Exercise data:

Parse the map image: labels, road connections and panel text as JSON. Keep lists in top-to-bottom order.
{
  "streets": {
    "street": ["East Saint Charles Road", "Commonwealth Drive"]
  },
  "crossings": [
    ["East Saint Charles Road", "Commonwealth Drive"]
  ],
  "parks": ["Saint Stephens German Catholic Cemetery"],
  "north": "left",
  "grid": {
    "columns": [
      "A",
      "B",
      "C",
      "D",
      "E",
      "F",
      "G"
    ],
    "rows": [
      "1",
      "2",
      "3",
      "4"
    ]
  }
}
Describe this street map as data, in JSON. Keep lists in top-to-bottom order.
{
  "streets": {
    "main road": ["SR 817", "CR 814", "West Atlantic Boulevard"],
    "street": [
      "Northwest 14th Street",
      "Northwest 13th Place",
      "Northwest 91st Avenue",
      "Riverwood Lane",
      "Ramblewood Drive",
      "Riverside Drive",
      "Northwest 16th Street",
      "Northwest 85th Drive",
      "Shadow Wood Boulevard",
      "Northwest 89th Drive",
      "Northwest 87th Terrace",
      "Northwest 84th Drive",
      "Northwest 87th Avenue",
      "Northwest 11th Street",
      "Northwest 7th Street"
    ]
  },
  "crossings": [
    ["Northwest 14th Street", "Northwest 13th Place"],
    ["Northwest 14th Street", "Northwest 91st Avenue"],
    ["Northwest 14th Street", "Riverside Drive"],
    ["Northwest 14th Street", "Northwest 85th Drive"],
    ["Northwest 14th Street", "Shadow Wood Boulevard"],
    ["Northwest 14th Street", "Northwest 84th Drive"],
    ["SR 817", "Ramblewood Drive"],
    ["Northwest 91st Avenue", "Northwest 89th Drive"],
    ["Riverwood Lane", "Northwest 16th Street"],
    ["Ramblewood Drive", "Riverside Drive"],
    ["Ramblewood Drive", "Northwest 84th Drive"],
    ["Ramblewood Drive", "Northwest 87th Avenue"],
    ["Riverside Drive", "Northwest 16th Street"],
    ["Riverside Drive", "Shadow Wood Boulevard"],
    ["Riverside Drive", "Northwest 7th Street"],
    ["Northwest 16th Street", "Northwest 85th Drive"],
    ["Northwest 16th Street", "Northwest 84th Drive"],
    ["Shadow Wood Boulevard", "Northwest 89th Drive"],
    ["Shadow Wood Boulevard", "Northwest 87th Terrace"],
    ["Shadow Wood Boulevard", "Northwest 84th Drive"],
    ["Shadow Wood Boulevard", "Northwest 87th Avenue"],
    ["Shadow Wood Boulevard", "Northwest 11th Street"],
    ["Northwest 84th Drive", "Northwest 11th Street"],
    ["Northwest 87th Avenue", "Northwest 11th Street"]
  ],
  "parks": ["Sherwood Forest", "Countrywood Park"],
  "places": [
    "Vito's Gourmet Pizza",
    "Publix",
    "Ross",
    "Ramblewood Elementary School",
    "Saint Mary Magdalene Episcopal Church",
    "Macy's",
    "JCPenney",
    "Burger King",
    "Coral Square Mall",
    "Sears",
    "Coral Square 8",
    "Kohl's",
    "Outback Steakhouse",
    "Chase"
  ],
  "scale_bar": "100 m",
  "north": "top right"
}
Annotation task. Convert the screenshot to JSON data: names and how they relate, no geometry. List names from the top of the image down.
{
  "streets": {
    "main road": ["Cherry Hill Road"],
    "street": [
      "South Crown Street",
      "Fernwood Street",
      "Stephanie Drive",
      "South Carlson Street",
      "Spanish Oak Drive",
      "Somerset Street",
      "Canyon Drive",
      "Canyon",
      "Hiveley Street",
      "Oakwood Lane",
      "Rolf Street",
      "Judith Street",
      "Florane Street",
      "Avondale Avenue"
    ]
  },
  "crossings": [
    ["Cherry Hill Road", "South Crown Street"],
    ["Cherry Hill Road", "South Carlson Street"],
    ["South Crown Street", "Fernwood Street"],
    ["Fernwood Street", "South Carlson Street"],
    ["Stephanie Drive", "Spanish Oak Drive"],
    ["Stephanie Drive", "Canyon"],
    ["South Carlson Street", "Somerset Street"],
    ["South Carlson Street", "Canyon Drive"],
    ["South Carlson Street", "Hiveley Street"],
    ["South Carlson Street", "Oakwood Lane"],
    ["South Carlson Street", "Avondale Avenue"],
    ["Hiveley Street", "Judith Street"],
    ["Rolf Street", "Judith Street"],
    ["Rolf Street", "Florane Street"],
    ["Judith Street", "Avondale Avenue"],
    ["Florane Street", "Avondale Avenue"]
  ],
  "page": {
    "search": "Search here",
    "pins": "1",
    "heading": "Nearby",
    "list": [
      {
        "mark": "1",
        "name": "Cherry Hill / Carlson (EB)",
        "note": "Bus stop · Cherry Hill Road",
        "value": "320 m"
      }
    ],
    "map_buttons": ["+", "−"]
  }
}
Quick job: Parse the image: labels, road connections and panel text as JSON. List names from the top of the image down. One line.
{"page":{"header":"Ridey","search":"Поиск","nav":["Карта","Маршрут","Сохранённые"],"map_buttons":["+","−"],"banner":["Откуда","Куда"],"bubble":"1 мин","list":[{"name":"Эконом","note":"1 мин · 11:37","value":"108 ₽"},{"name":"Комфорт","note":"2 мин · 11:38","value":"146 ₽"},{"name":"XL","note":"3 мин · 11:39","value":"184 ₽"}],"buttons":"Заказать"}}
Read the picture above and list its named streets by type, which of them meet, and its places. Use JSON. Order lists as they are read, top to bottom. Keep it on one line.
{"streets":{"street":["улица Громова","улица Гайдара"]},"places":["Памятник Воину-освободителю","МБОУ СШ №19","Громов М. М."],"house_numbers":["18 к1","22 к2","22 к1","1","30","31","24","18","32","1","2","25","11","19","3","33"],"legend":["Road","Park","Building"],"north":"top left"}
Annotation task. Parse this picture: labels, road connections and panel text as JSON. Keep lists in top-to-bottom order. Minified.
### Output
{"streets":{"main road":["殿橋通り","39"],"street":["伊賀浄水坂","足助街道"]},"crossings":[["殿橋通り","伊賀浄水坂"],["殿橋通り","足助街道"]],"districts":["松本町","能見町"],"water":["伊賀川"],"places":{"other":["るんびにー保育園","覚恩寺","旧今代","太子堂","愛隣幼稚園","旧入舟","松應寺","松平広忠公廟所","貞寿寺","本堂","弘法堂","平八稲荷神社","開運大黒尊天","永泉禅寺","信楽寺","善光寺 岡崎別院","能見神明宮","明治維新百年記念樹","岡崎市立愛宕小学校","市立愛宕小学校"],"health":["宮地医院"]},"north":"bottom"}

Your goal: Scan the records for the string "Oakwood" and report each line where it occurs.

Answer:
      "Oakwood Lane",
    ["South Carlson Street", "Oakwood Lane"],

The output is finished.